Stored items
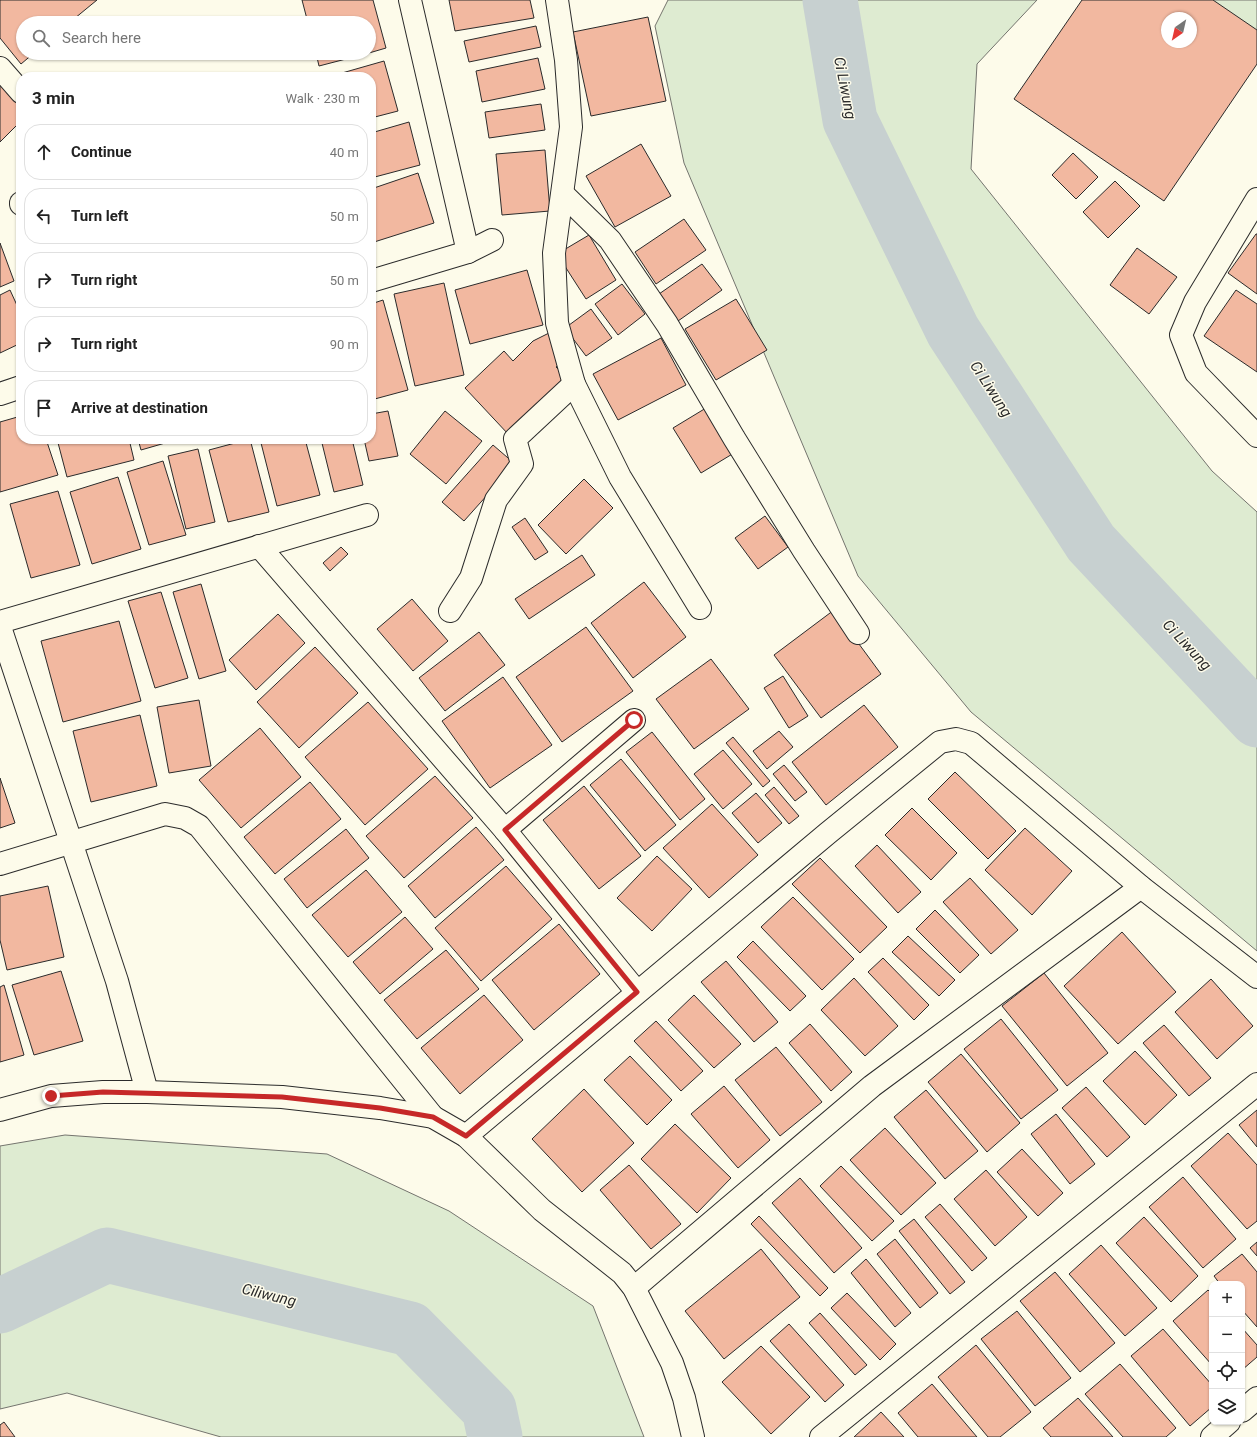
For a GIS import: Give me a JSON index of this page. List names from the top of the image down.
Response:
{
  "water": ["Ci Liwung", "Ciliwung"],
  "north": "bottom left",
  "page": {
    "search": "Search here",
    "heading": ["3 min", "Walk · 230 m"],
    "list": [
      ["Continue", "40 m"],
      ["Turn left", "50 m"],
      ["Turn right", "50 m"],
      ["Turn right", "90 m"],
      "Arrive at destination"
    ],
    "map_buttons": ["+", "−"]
  }
}
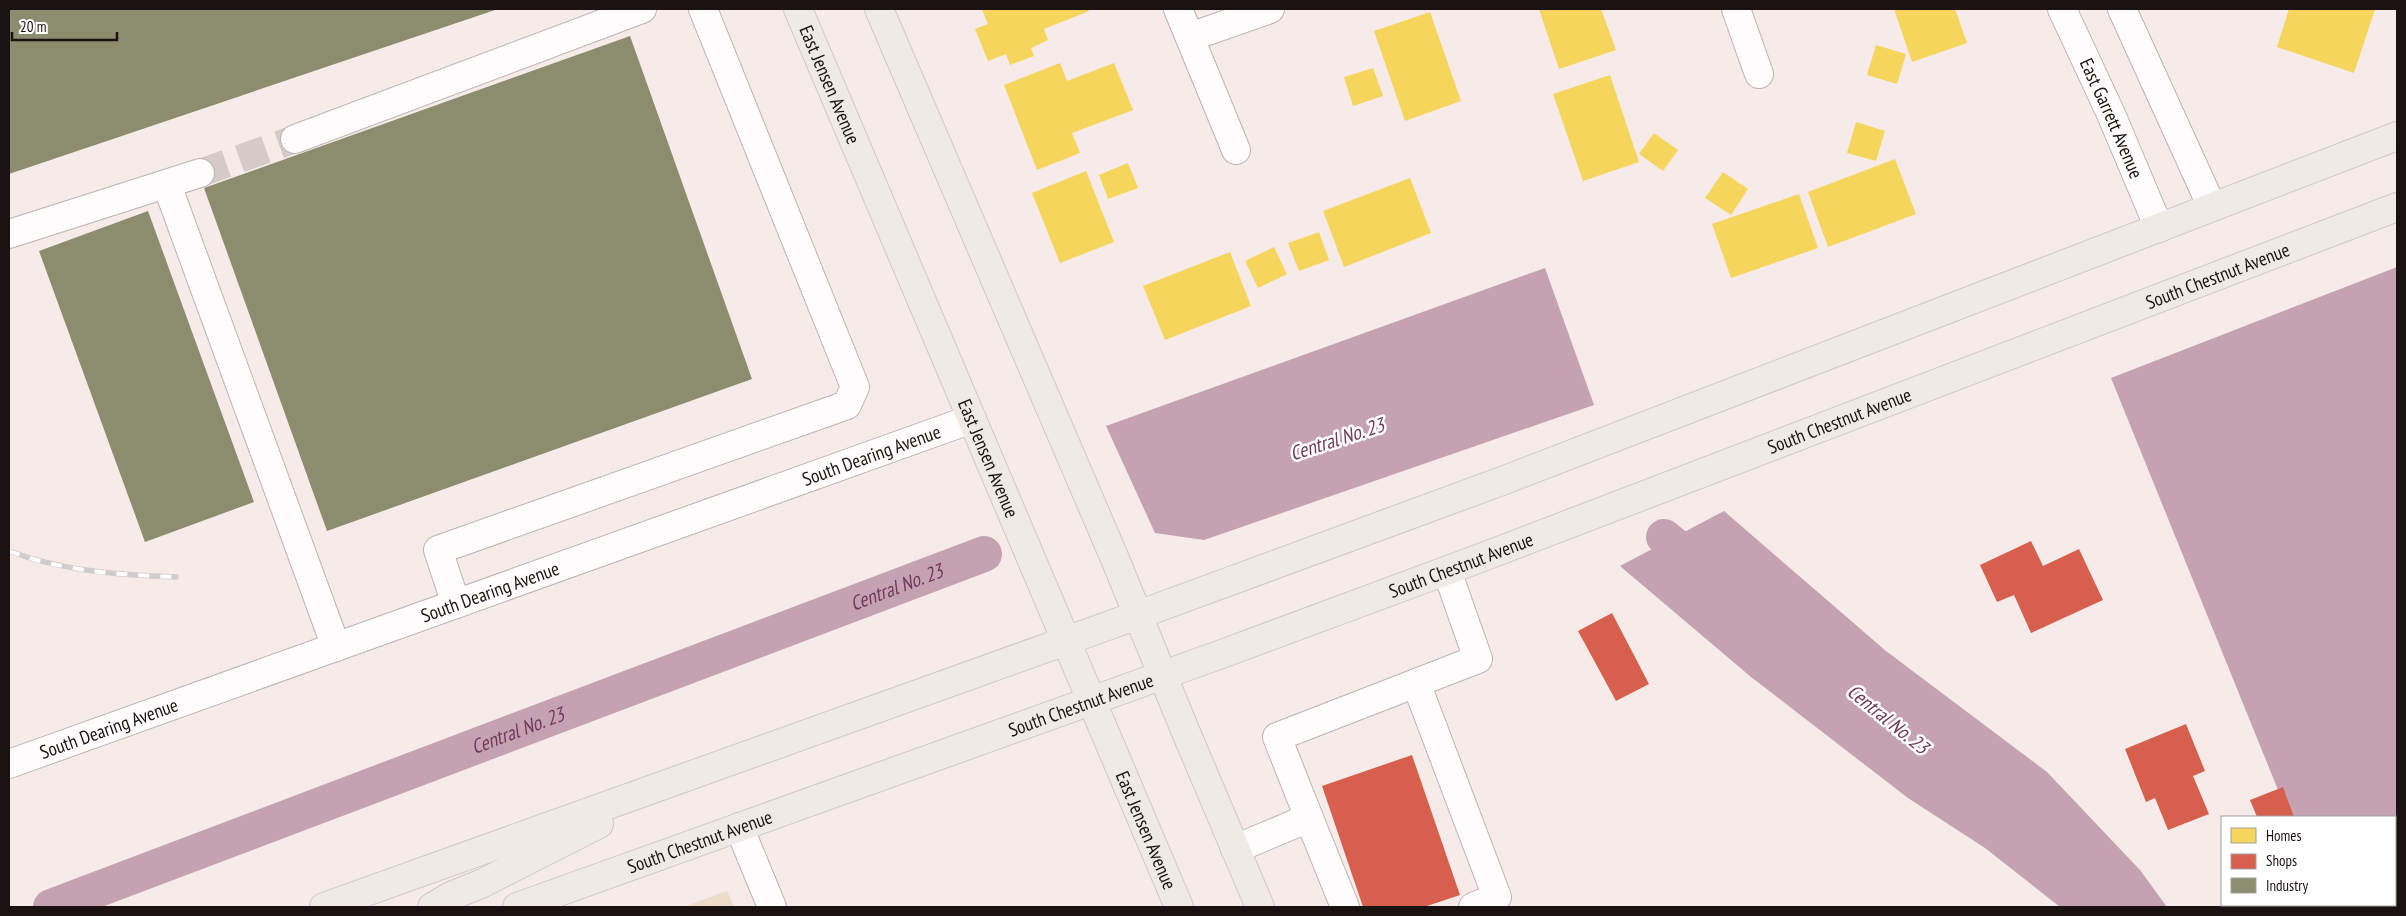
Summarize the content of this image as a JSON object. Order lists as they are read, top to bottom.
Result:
{
  "streets": {
    "main road": ["East Jensen Avenue", "South Chestnut Avenue"],
    "street": ["East Garrett Avenue", "South Dearing Avenue"]
  },
  "crossings": [
    ["East Jensen Avenue", "South Chestnut Avenue"],
    ["East Jensen Avenue", "South Dearing Avenue"]
  ],
  "water": ["Central No. 23"],
  "legend": ["Homes", "Shops", "Industry"],
  "scale_bar": "20 m"
}
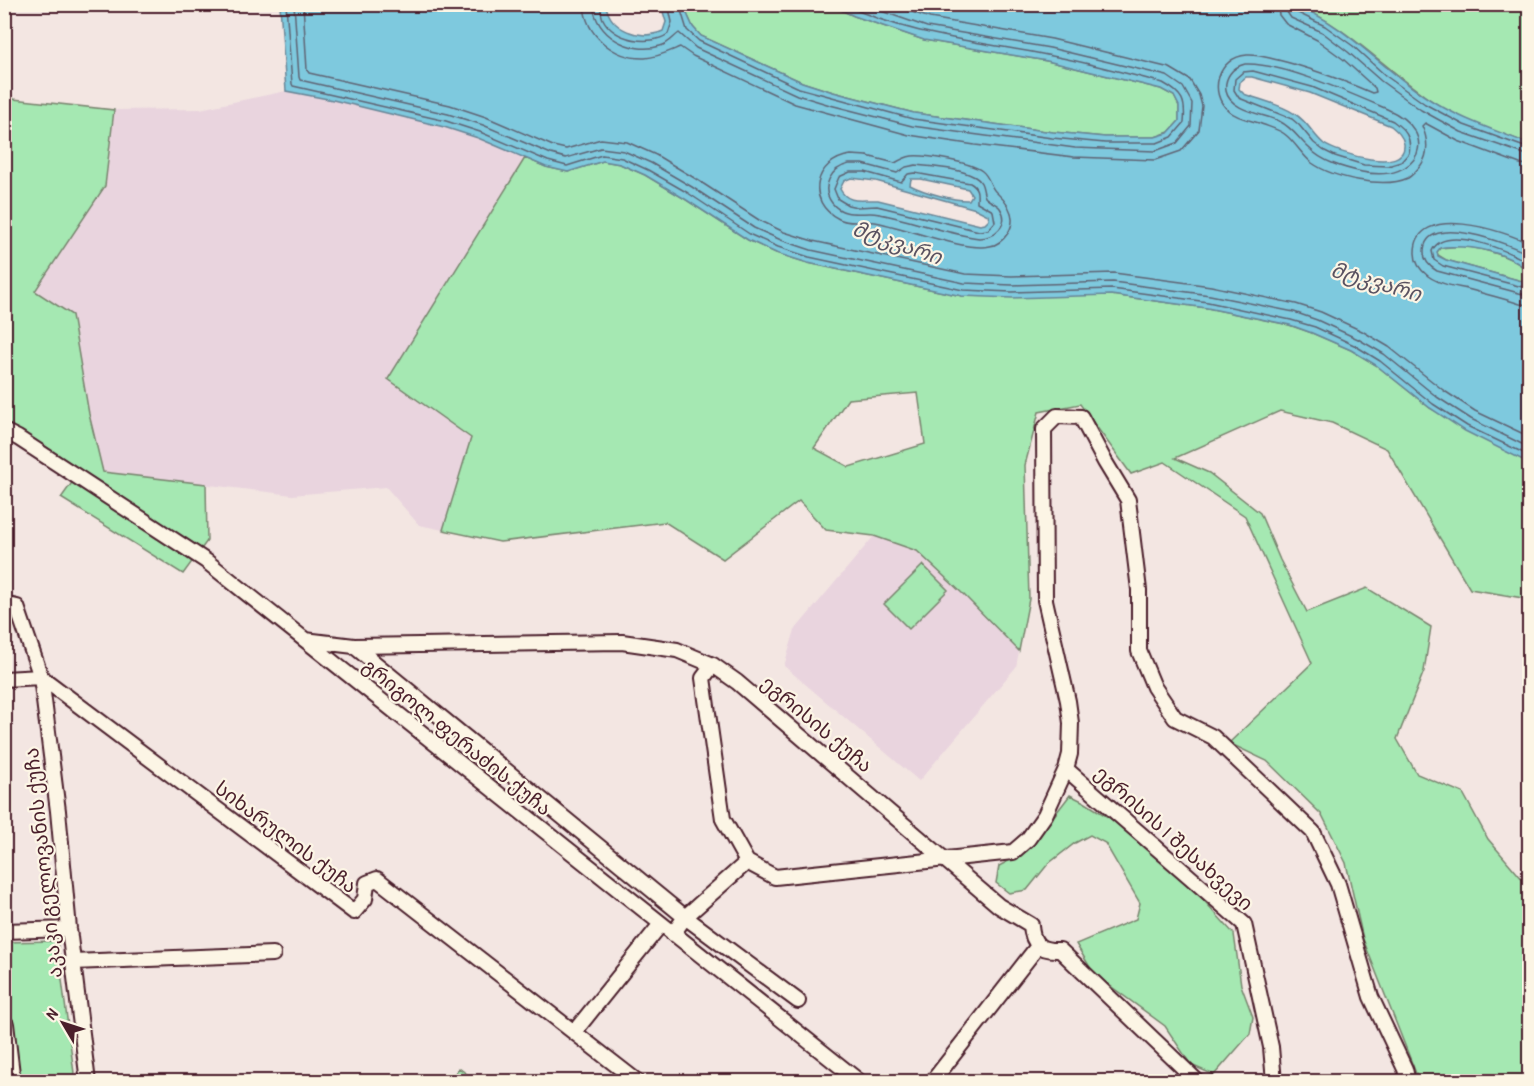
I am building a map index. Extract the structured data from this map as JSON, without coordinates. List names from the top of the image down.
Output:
{
  "streets": {
    "street": [
      "ეგრისის ქუჩა",
      "გრიგოლ ფერაძის ქუჩა",
      "სიხარულის ქუჩა",
      "ეგრისის I შესახვევი",
      "აკაკი გელოვანის ქუჩა"
    ]
  },
  "crossings": [
    ["ეგრისის ქუჩა", "გრიგოლ ფერაძის ქუჩა"],
    ["სიხარულის ქუჩა", "აკაკი გელოვანის ქუჩა"]
  ],
  "water": ["მტკვარი"],
  "north": "top left"
}
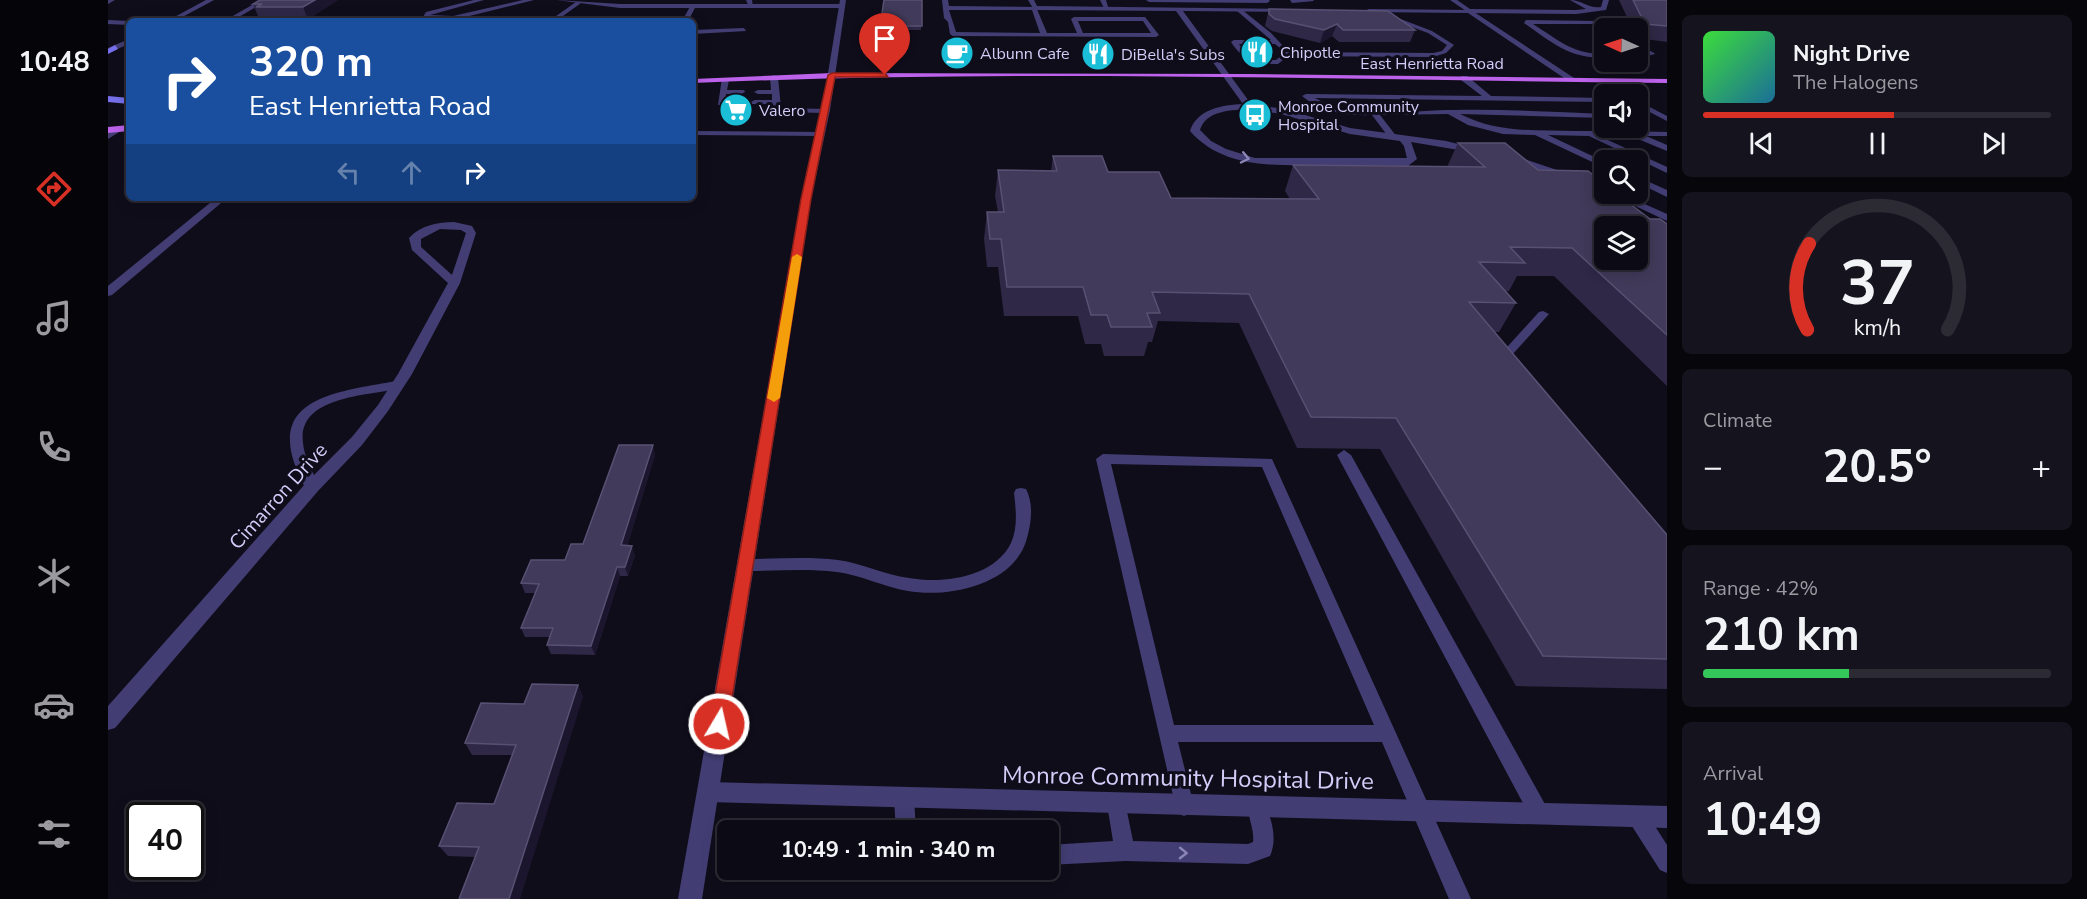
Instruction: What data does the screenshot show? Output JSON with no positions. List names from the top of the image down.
{
  "streets": {
    "main road": ["East Henrietta Road"],
    "street": ["Cimarron Drive", "Monroe Community Hospital Drive"]
  },
  "places": {
    "restaurant": ["Chipotle", "DiBella's Subs"],
    "cafe": ["Albunn Cafe"],
    "supermarket": ["Valero"],
    "bus stop": ["Monroe Community Hospital"]
  },
  "north": "left",
  "page": {
    "tabs": "10:48",
    "turn": ["320 m", "East Henrietta Road"],
    "song": ["Night Drive", "The Halogens"],
    "tile": [
      "Climate",
      ["Range · 42%", "210 km"],
      ["Arrival", "10:49"]
    ],
    "heat": ["−", "20.5°", "+"],
    "limit": "40",
    "trip": "10:49 · 1 min · 340 m",
    "gauge": ["37", "km/h"]
  }
}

* _AIM OF THE TASK_: Leave out the pictures and output the rest of the records exactly.

* _FINISHED EXERCISE_:
For a GIS import: Give me a JSON index of this page. List names from the top of the image down.
Response:
{
  "water": ["Ci Liwung", "Ciliwung"],
  "north": "bottom left",
  "page": {
    "search": "Search here",
    "heading": ["3 min", "Walk · 230 m"],
    "list": [
      ["Continue", "40 m"],
      ["Turn left", "50 m"],
      ["Turn right", "50 m"],
      ["Turn right", "90 m"],
      "Arrive at destination"
    ],
    "map_buttons": ["+", "−"]
  }
}
Summarize the content of this image as a JSON object. Order lists as they are read, top to bottom.
Result:
{
  "streets": {
    "main road": ["East Jensen Avenue", "South Chestnut Avenue"],
    "street": ["East Garrett Avenue", "South Dearing Avenue"]
  },
  "crossings": [
    ["East Jensen Avenue", "South Chestnut Avenue"],
    ["East Jensen Avenue", "South Dearing Avenue"]
  ],
  "water": ["Central No. 23"],
  "legend": ["Homes", "Shops", "Industry"],
  "scale_bar": "20 m"
}
I am building a map index. Extract the structured data from this map as JSON, without coordinates. List names from the top of the image down.
Output:
{
  "streets": {
    "street": [
      "ეგრისის ქუჩა",
      "გრიგოლ ფერაძის ქუჩა",
      "სიხარულის ქუჩა",
      "ეგრისის I შესახვევი",
      "აკაკი გელოვანის ქუჩა"
    ]
  },
  "crossings": [
    ["ეგრისის ქუჩა", "გრიგოლ ფერაძის ქუჩა"],
    ["სიხარულის ქუჩა", "აკაკი გელოვანის ქუჩა"]
  ],
  "water": ["მტკვარი"],
  "north": "top left"
}
Instruction: What data does the screenshot show? Output JSON with no positions. List names from the top of the image down.
{
  "streets": {
    "main road": ["East Henrietta Road"],
    "street": ["Cimarron Drive", "Monroe Community Hospital Drive"]
  },
  "places": {
    "restaurant": ["Chipotle", "DiBella's Subs"],
    "cafe": ["Albunn Cafe"],
    "supermarket": ["Valero"],
    "bus stop": ["Monroe Community Hospital"]
  },
  "north": "left",
  "page": {
    "tabs": "10:48",
    "turn": ["320 m", "East Henrietta Road"],
    "song": ["Night Drive", "The Halogens"],
    "tile": [
      "Climate",
      ["Range · 42%", "210 km"],
      ["Arrival", "10:49"]
    ],
    "heat": ["−", "20.5°", "+"],
    "limit": "40",
    "trip": "10:49 · 1 min · 340 m",
    "gauge": ["37", "km/h"]
  }
}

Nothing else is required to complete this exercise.